Chapter 14

Morning light slipped through the cottage window and fell across my face. I stirred, warmth seeping into my skin, birdsong drifting in from outside. For a moment, the quiet almost felt undeserved after the chaos of the night before.

Then memory returned in fragments. Ashton’s arms around me when my legs gave out. His voice low and urgent. The weight of exhaustion pulling me under.

Panic jolted me upright. I scanned the room.

I was alone.

The realization should have been a relief. Instead, disappointment settled in my chest, sharp and unwelcome.

What was wrong with me?

I hated him. He was engaged. About to be married. The fact that I had hoped, even briefly, that he stayed made my stomach turn.

I forced myself to move. I showered, changed, and pulled on my running shoes. I needed motion. Distance. Air. Anything to outrun the noise in my head.

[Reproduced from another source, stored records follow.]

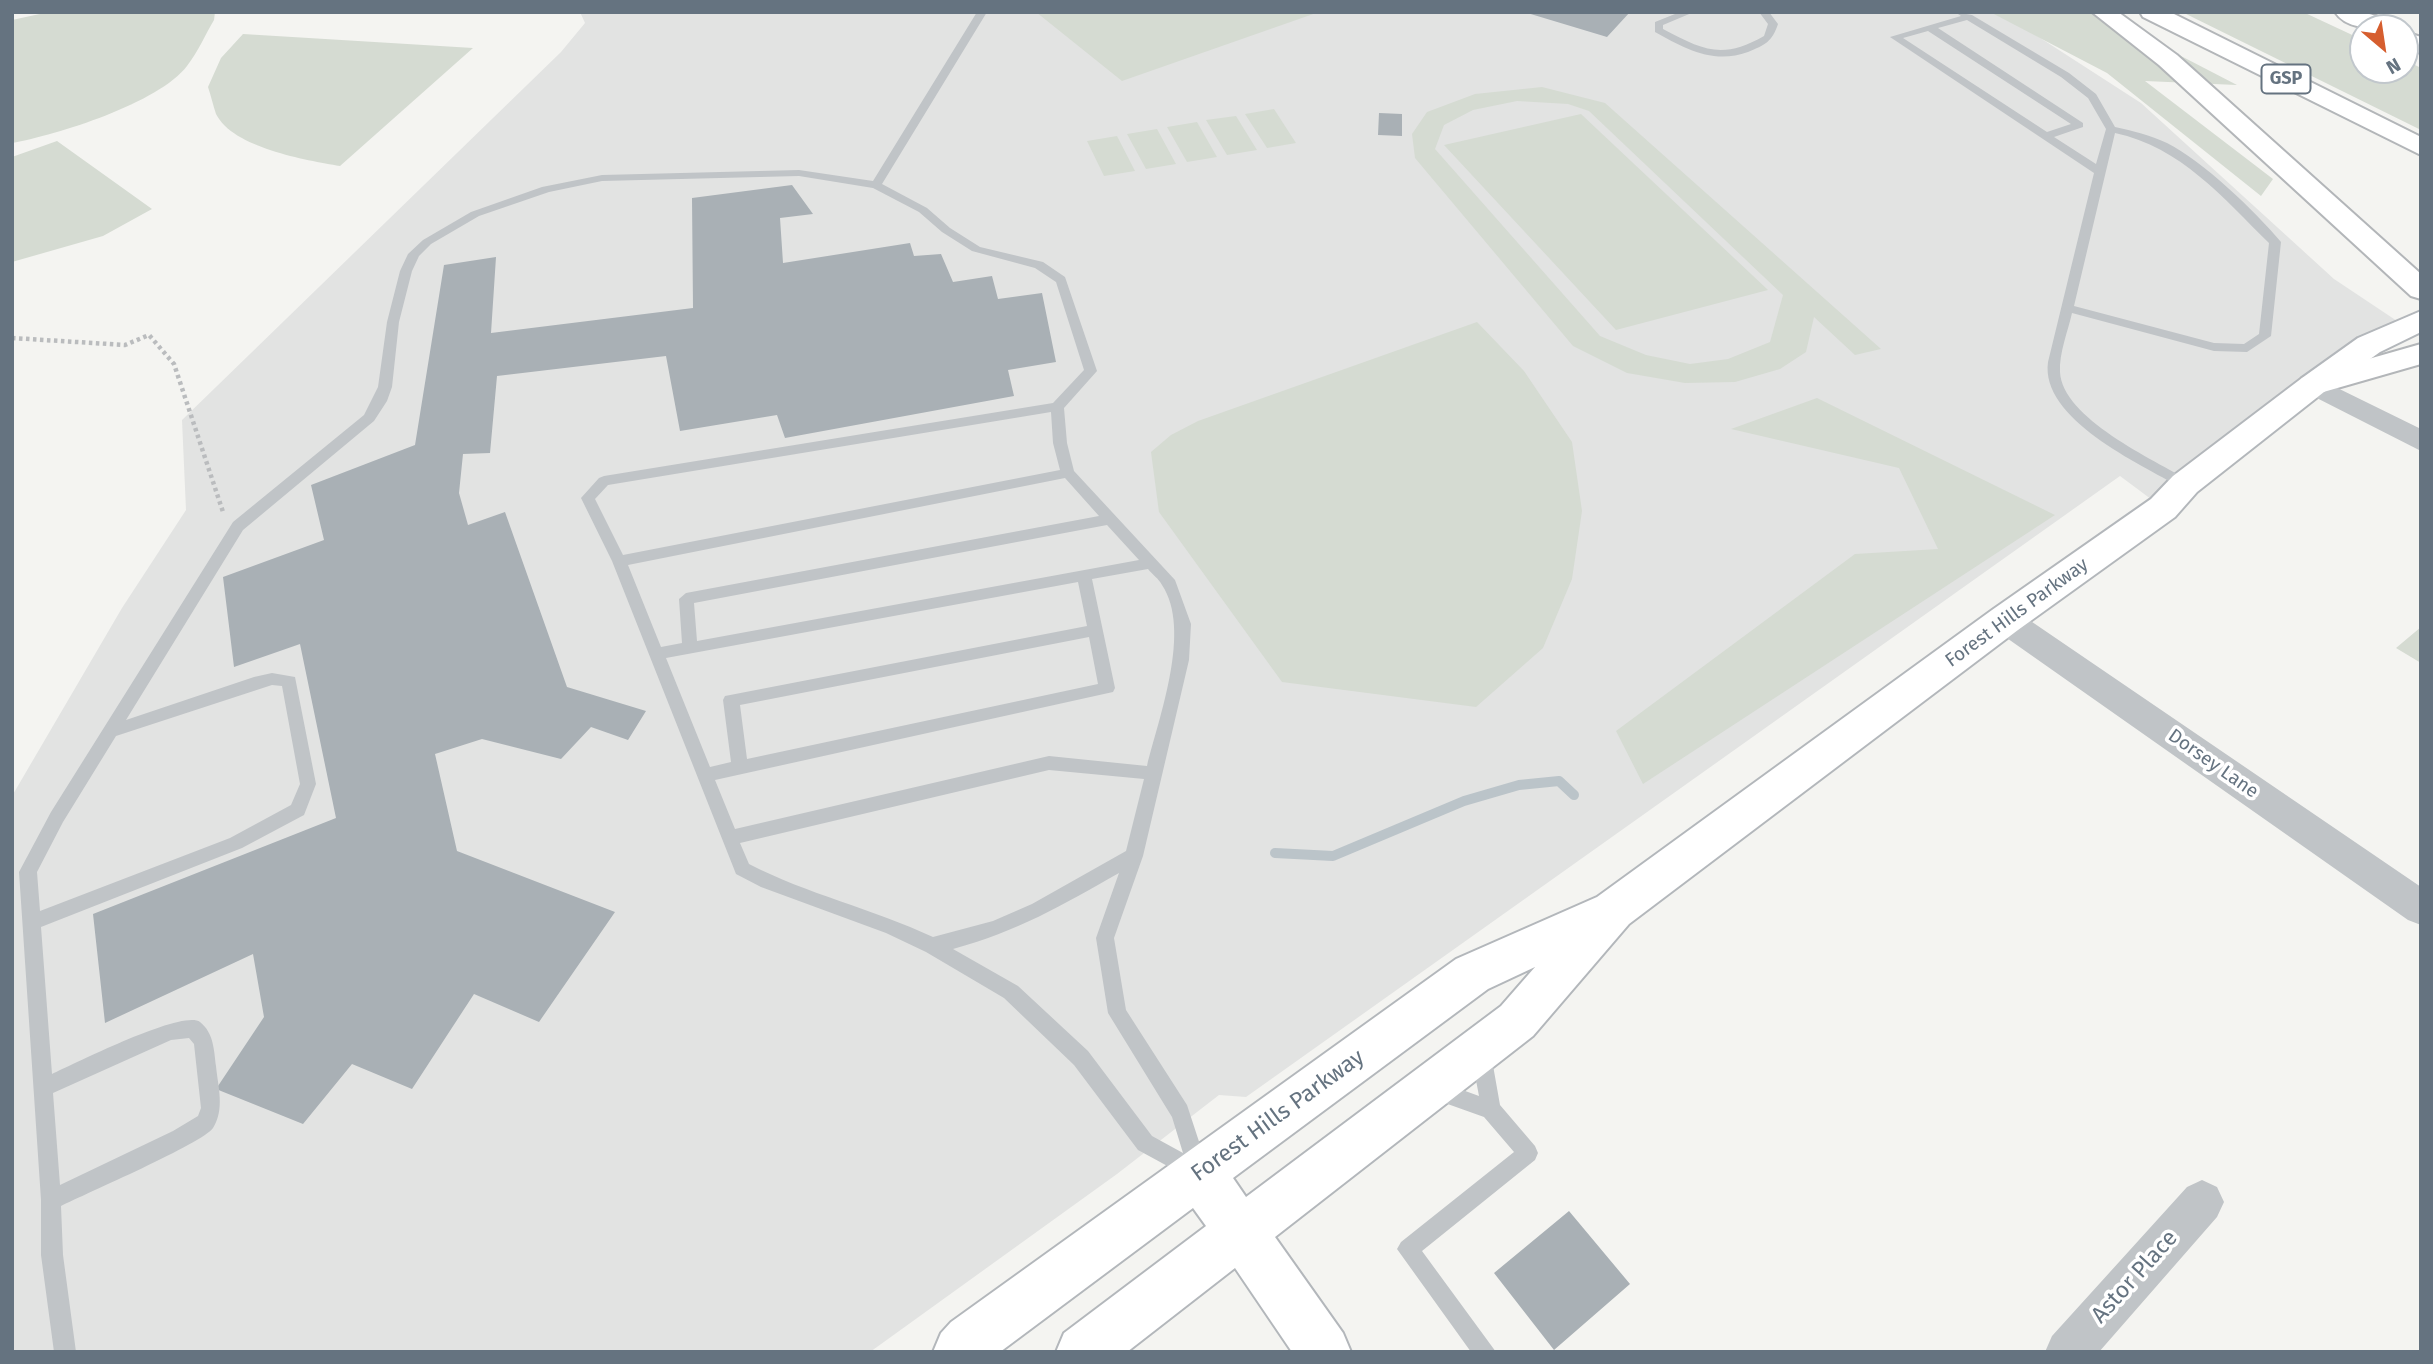 <!DOCTYPE html>
<html>
<head>
<meta charset="utf-8">
<style>
  body { margin:0 }
  #map { position:relative; width:2433px; height:1364px; overflow:hidden; background:#f4f4f1; font-family:"Fira Sans",sans-serif }
  canvas { display:block }
  .frame { position:absolute; inset:0; border:14px solid #657380; pointer-events:none }
  .north { position:absolute; left:2349px; top:14px; width:70px; height:70px; box-sizing:border-box; background:#fff; border:2px solid #c1c7cc; border-radius:50%; rotate:151deg; font-size:19px; font-weight:700; line-height:28px; text-align:center; color:#657380 }
  .north::after { content:''; display:block; margin:auto; width:24px; height:32px; background:#d65e2f; clip-path:polygon(50% 0,100% 100%,50% 72%,0 100%) }
</style>
</head>
<body>
<div id="map">
<canvas width="2433" height="1364"></canvas>
<div class="frame"></div>
<div class="north">N</div>
</div>
<script>
const context = document.querySelector('canvas').getContext('2d');
context.lineJoin = 'round';
function fillPath(path, color) { context.fillStyle = color; context.fill(path, 'evenodd'); }
function stroke(path, color, width, dash) { context.strokeStyle = color; context.lineWidth = width; context.lineCap = dash ? 'butt' : 'round'; context.setLineDash(dash || []); context.stroke(path); }
function drawText(font, color, halo, rows, align = 'center') {
  context.font = font + ' "Fira Sans",sans-serif'; context.lineWidth = 7; context.setLineDash([]); context.textBaseline = 'middle'; context.strokeStyle = halo; context.fillStyle = color; for (const [text, x, y, turn = 0] of rows) {
    context.save(); context.translate(x, y); context.rotate((+turn || 0) * Math.PI / 180); context.textAlign = isNaN(turn) ? turn : align; if (halo) context.strokeText(text, 0, 0); context.fillText(text, 0, 0); context.restore();
  }
}
fillPath(new Path2D(`
  M580,12H2000L2141,103L2334,279L2406,327L2163,508L2120,476L1246,1097L1219,1095L1117,1174L870,1352H12V796L122,608L186,510L182,420L561,52L585,23Z`), '#e2e3e2');
fillPath(new Path2D(`
  M49,12H215L214,20C205,35 198,52 187,66C159,103 57,135 12,143V20Z
  M1036,12H1319L1122,81Z
  M1990,12H2096L2237,85L2145,81L2273,179L2261,196L2107,73Z
  M2182,12H2303L2363,40V70H2405V60L2421,68V130Z
  M243,34L473,48L340,166C306,160 233,148 216,114C213,105 211,96 208,87L221,58Z
  M1542,87L1605,103L1881,349L1855,355L1814,317L1806,352L1780,369L1735,382L1685,383L1627,373L1573,346L1415,158L1412,134L1427,112L1475,94ZM1517,101L1568,104L1589,111L1783,295L1770,342L1728,359L1690,364L1646,355L1600,336L1435,149L1444,125L1473,110Z
  M1274,109L1296,143L1267,148L1245,114Z
  M1581,114L1768,290L1616,330L1444,145Z
  M1236,116L1257,150L1227,155L1206,120Z
  M1197,122L1217,157L1187,162L1167,127Z
  M1157,129L1176,164L1146,169L1127,134Z
  M1117,136L1135,171L1104,176L1087,141Z
  M57,141L152,209L103,236L12,262V157Z
  M1477,322L1524,371L1572,442L1582,511L1572,579L1543,648L1476,707L1282,682L1159,512L1151,452L1171,435L1198,421Z
  M1817,398L2055,515L1643,784L1616,731L1855,554L1938,549L1899,468L1731,429Z
  M2421,627V663L2396,648Z`), '#d5dbd2');
stroke(new Path2D(`
  M1275,853L1333,856L1464,801L1519,785L1559,781L1574,795`), '#bbc4c9', 10);
fillPath(new Path2D(`
  M1524,12H1630L1607,37Z
  M1379,113L1402,114V136L1378,135Z
  M792,185L813,214L780,218L783,263L910,243L914,256L941,254L953,282L992,276L998,299L1042,293L1056,362L1008,370L1014,396L785,438L777,415L680,431L666,356L497,376L490,453L463,454L459,493L468,525L505,512L567,687L646,711L628,740L591,727L561,759L482,739L435,754L457,851L615,912L539,1022L474,994L412,1089L352,1064L303,1124L216,1089L264,1017L253,954L105,1023L93,914L336,818L300,644L234,667L223,577L324,540L311,485L415,445L444,265L496,257L491,333L693,308L692,198Z
  M1569,1211L1630,1284L1554,1350L1494,1273Z`), '#a9b0b5');
const secondary = new Path2D(`
  M2421,311V332L2380,352L2324,392L2197,492L2175,517L2018,630L1629,924L1533,1036L1275,1237L1343,1333L1351,1352H1292L1235,1268L1127,1352H1056L1064,1333L1206,1226L1193,1208L1000,1352H933L941,1333L951,1322L1456,959L1597,897L1992,610L2151,499L2173,476L2302,378L2358,338ZM1535,967L1501,1006L1246,1197L1233,1178L1488,989Z`);
const highway = new Path2D(`
  M2092,12H2118L2177,55L2421,274V299L2411,296L2159,65Z
  M2140,12H2170L2421,137V155L2143,17Z
  M2335,12C2354,12 2379,10 2392,28C2372,28 2347,30 2335,12Z
  M2405,32L2421,37V53L2405,48Z
  M2421,344V364L2313,395L2302,392L2297,385L2302,378Z`);
stroke(secondary, '#b3b7bb', 4);
stroke(highway, '#b3b6b9', 4);
stroke(new Path2D(`
  M12,338L125,345L149,335L174,364L223,512`), '#babcbe', 4.5, [3.5, 3.5]);
fillPath(new Path2D(`
  M977,12H987L882,184L927,208L950,228L980,247L1043,262L1065,277L1097,371L1064,408L1067,443L1074,471L1175,580L1191,624L1189,660L1143,856L1114,938L1126,1010L1187,1105L1208,1169L1205,1176L1195,1181L1138,1150L1074,1065L1004,998L926,952L886,933L761,887L736,874L612,561L581,498L599,478L604,476L1053,403L1084,370L1056,282L1035,268L972,251L942,232L919,212L873,188L799,176L602,181L549,192L479,216L431,244L419,256L412,271L399,322L392,387L387,401L374,421L243,530L126,720L254,677L272,673L295,677L316,784L304,815L242,848L41,927L52,1074C74,1064 183,1009 200,1022C214,1033 214,1051 216,1066C218,1087 225,1109 213,1128C203,1143 85,1194 61,1206L63,1255L76,1352H54L41,1255V1200L19,872L51,812L233,522L364,415L378,387L387,322L400,271L408,254L423,240L471,212L542,187L602,175L799,170L873,181ZM1051,412L1053,443L1060,470L623,555L595,499L608,485ZM1065,478L1099,516L686,593L679,599L682,643L661,647L628,565ZM1107,525L1139,560L697,641L694,603ZM1148,569C1152,574 1159,579 1162,585C1192,630 1159,717 1147,766L1049,756L735,829L715,780L1113,692L1115,688L1092,579ZM1078,582L1087,626L725,696L723,700L731,762L710,767L666,658ZM1089,637L1098,684L747,759L740,705ZM272,685L282,686L300,784L291,805L230,838L40,911L37,872L63,822L116,736ZM1049,770L1144,779L1126,851L1032,904L993,921L933,937C873,909 807,894 749,864L740,843ZM1119,873L1096,938L1108,1013L1172,1117L1183,1153L1152,1136L1088,1051L1018,986L953,949C1018,931 1061,906 1119,873ZM189,1038L194,1044L201,1108L198,1116L173,1131L60,1185L53,1093L171,1040Z
  M1680,12H1694L1663,25V29C1703,50 1722,60 1764,36L1768,24L1759,12H1769L1778,24C1772,42 1765,45 1748,52C1713,65 1684,48 1655,32V22Z
  M1955,12L1972,15L2069,73L2096,94L2115,127C2133,131 2150,135 2167,143C2203,161 2255,211 2281,242L2271,336L2247,352L2214,351L2072,313C2068,331 2059,353 2060,372C2062,418 2154,460 2190,481L2192,484L2190,487H2180C2140,464 2040,419 2048,362L2094,173L1890,37L1961,16ZM1967,20L2061,77L2088,98L2106,129L2096,164L2054,137L2083,127V123L1938,28ZM1928,31L2071,124L2047,132L1903,38ZM2115,133C2181,147 2223,198 2269,243L2259,334L2244,344L2214,343L2074,306Z
  M1481,1045L1488,1047L1491,1054L1500,1105L1535,1146L1538,1153L1535,1160L1422,1251L1496,1352H1471L1397,1249L1401,1242L1514,1152L1484,1117L1428,1097L1425,1090L1428,1083L1435,1080L1479,1096L1471,1054L1474,1047Z`), '#c0c4c7');
fillPath(new Path2D(`
  M2313,376L2421,429V451L2303,391L2299,385L2303,379Z
  M2005,608L2016,611L2421,887V925L2408,920L1994,629L1989,620L1994,611Z
  M2202,1180L2217,1187L2224,1202L2217,1217L2099,1352H2045L2052,1336L2187,1187Z`), '#c0c4c7');
fillPath(secondary, '#fff');
fillPath(highway, '#fff');
for (const [x, y, w] of [
  [2286,79,49]
]) { const box = new Path2D(); box.roundRect(x - w / 2, y - 14.5, w, 29, 5); context.fillStyle = '#fff'; context.fill(box); stroke(box, '#657380', 2); }
drawText('bold 18px', '#657380', null, [
  ["GSP",2286,79]
]);
drawText('19px', '#657380', '#fff', [
  ["Forest Hills Parkway",2017,613,-36],
  ["Dorsey Lane",2213,764,35]
]);
drawText('23px', '#657380', '#fff', [
  ["Forest Hills Parkway",1278,1116,-36],
  ["Astor Place",2135,1277,-48]
]);
</script>
</body>
</html>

By the time I returned, breathless and damp with sweat, unease crept in again. That familiar tightening in my gut.

She was standing outside my cottage.

Lynda.

She was looking down at her phone, composed as ever, waiting. I slowed my steps, watching her without anger this time. Just clarity.

We had once been inseparable. I remembered the shy girl in the corner at ten years old. I remembered pulling her into my life, into my home, into my family. I remembered when everything broke.

She looked up as I approached, surprise flickering across her face before she masked it.

Unfinished business hung between us.

***************************

I set a cup of coffee in front of her. She sat straight backed, elegant, controlled. Her hand trembled when she lifted the cup.

“I heard you caused quite a scene yesterday,” she said coolly. “Dragging my fiancé into your mess. The town is talking again.”

I shrugged. “They always do.”

“Do you enjoy destroying things?” she snapped. “His reputation. Our relationship.”

I leaned back. “Funny. I was thinking the same about you.”

Her jaw tightened. “I am not here to discuss the past. He loves me. You need to accept that.”

“Are you sure?”

I stepped behind her, close enough for my presence to press in.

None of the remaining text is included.